[Directions]
If a line in the data holds the string "limit", list it.

[Available records]
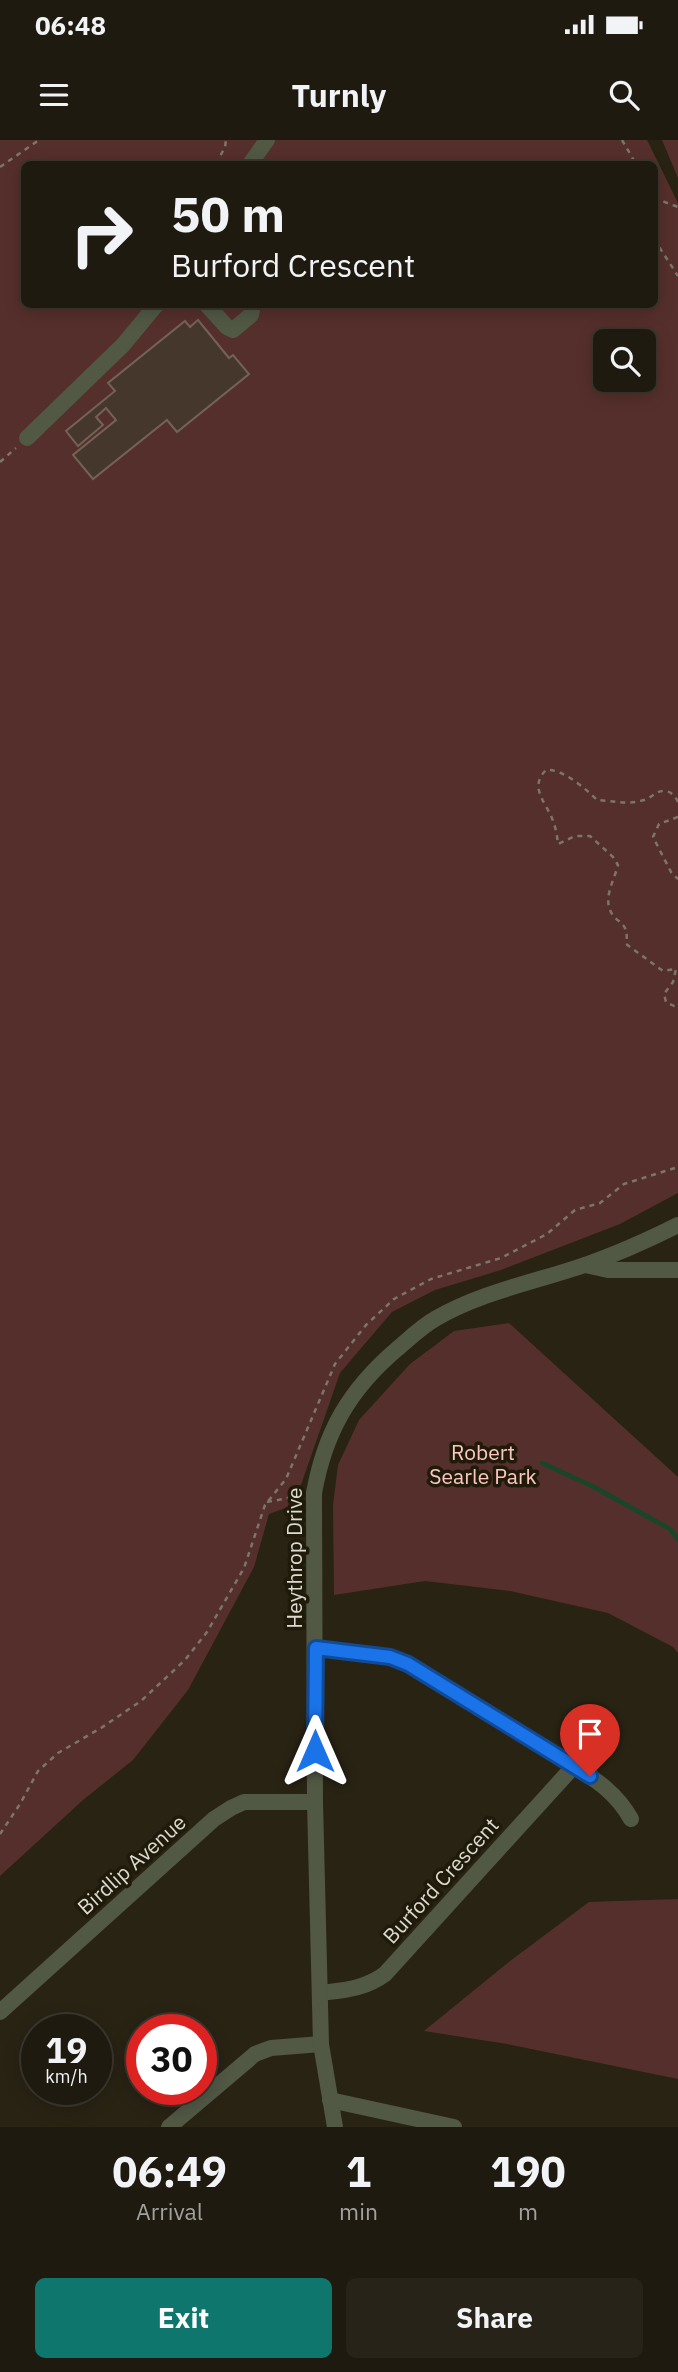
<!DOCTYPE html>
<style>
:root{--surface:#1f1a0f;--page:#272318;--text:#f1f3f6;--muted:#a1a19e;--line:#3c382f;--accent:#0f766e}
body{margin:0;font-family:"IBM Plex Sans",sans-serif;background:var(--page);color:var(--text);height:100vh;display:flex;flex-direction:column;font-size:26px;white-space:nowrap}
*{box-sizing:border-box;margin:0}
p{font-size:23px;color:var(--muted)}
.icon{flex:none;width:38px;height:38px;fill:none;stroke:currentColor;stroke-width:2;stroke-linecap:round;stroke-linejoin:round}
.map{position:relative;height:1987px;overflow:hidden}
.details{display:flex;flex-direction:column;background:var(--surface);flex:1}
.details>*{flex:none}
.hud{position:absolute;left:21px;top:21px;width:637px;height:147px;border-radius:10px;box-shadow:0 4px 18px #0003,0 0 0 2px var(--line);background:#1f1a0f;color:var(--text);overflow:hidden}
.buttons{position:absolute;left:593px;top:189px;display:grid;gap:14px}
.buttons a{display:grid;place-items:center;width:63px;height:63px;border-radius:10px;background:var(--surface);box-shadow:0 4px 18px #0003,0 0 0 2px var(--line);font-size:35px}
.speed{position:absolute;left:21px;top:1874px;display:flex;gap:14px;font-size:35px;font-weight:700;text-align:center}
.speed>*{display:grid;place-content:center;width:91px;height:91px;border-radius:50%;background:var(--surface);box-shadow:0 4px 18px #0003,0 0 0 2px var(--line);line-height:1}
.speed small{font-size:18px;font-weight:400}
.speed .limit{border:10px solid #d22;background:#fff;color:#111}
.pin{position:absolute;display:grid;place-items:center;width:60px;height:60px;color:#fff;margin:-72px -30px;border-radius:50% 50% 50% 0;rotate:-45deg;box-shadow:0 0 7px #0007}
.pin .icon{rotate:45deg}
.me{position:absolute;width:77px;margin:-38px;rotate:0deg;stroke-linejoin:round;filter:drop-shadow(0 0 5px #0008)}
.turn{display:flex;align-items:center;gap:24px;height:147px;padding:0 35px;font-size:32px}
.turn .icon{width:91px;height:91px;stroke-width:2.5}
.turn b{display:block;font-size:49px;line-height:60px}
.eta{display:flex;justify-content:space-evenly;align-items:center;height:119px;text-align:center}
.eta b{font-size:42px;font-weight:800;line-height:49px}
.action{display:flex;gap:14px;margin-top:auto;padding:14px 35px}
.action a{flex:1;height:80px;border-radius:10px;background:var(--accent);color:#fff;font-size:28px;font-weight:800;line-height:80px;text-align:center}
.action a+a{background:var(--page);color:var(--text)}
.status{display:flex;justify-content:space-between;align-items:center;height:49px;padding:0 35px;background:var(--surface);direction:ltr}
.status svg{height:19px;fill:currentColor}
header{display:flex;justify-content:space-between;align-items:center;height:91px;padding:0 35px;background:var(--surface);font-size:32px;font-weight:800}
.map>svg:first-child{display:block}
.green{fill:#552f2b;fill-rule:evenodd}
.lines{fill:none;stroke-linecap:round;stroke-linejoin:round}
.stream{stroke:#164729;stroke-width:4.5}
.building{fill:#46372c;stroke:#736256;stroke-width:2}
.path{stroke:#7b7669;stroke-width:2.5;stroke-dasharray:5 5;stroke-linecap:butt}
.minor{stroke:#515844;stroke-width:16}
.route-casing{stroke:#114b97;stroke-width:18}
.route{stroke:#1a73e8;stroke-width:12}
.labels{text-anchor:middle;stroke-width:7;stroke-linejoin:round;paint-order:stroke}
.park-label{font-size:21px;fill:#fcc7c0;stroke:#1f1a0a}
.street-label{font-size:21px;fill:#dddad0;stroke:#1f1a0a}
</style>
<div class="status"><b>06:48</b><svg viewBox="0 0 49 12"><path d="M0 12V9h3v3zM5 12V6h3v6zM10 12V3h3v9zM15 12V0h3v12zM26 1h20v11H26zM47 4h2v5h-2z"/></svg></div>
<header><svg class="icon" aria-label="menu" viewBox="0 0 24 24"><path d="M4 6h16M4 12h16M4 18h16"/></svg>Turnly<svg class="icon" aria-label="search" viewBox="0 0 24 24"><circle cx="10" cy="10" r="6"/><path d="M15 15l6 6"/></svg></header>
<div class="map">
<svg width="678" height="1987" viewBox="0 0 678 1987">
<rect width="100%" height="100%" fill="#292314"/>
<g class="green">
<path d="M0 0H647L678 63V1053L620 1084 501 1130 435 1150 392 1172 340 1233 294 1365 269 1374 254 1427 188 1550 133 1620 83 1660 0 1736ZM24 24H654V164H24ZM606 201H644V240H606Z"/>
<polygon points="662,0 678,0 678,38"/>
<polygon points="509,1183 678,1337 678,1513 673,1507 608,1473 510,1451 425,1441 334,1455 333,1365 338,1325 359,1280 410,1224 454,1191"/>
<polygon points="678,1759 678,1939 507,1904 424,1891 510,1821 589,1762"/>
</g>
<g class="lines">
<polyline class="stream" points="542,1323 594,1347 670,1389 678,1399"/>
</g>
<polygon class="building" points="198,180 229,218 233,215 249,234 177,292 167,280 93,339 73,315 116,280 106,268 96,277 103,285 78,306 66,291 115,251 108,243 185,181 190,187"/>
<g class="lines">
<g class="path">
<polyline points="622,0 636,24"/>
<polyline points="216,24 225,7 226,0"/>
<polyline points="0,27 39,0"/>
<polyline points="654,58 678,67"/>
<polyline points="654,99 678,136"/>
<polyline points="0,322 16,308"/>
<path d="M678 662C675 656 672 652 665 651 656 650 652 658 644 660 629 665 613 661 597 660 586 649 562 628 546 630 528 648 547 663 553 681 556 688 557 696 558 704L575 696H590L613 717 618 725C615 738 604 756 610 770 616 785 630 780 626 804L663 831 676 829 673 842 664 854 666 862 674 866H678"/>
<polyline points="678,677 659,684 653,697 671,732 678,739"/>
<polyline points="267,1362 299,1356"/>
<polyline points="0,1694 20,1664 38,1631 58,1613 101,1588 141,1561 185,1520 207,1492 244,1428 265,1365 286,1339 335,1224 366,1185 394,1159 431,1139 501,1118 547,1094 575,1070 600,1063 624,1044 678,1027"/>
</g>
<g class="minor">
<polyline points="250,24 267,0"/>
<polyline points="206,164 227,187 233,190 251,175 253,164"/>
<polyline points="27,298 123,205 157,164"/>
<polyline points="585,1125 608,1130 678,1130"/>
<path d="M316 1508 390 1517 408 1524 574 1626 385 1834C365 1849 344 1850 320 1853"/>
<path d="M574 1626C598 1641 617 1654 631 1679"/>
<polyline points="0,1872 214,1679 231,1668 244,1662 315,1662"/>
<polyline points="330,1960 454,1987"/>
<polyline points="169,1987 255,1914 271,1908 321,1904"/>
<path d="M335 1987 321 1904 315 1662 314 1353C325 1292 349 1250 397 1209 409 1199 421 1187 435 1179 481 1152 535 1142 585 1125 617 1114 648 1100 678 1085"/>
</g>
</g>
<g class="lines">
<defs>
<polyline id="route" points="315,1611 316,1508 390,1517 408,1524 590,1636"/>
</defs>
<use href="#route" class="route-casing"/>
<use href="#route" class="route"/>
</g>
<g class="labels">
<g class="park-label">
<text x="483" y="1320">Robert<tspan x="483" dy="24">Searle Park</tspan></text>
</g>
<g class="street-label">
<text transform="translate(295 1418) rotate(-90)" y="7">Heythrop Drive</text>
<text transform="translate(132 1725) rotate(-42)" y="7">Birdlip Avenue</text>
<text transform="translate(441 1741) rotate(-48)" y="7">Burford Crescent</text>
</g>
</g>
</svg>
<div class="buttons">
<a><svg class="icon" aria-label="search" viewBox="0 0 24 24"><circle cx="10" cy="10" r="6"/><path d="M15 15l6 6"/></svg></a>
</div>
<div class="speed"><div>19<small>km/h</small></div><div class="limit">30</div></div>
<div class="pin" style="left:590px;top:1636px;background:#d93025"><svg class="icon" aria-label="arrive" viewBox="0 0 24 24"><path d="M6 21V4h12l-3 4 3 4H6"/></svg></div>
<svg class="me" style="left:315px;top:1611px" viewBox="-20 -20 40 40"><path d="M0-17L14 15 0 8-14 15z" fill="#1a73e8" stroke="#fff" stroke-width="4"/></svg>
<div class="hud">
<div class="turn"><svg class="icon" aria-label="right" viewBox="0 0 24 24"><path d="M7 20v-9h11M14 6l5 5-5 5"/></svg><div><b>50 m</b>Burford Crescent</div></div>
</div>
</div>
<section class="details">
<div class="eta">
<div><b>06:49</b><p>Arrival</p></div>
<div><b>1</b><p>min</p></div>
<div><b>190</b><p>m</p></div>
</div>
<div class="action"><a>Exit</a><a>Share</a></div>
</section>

[Output for this task]
.speed .limit{border:10px solid #d22;background:#fff;color:#111}
<div class="speed"><div>19<small>km/h</small></div><div class="limit">30</div></div>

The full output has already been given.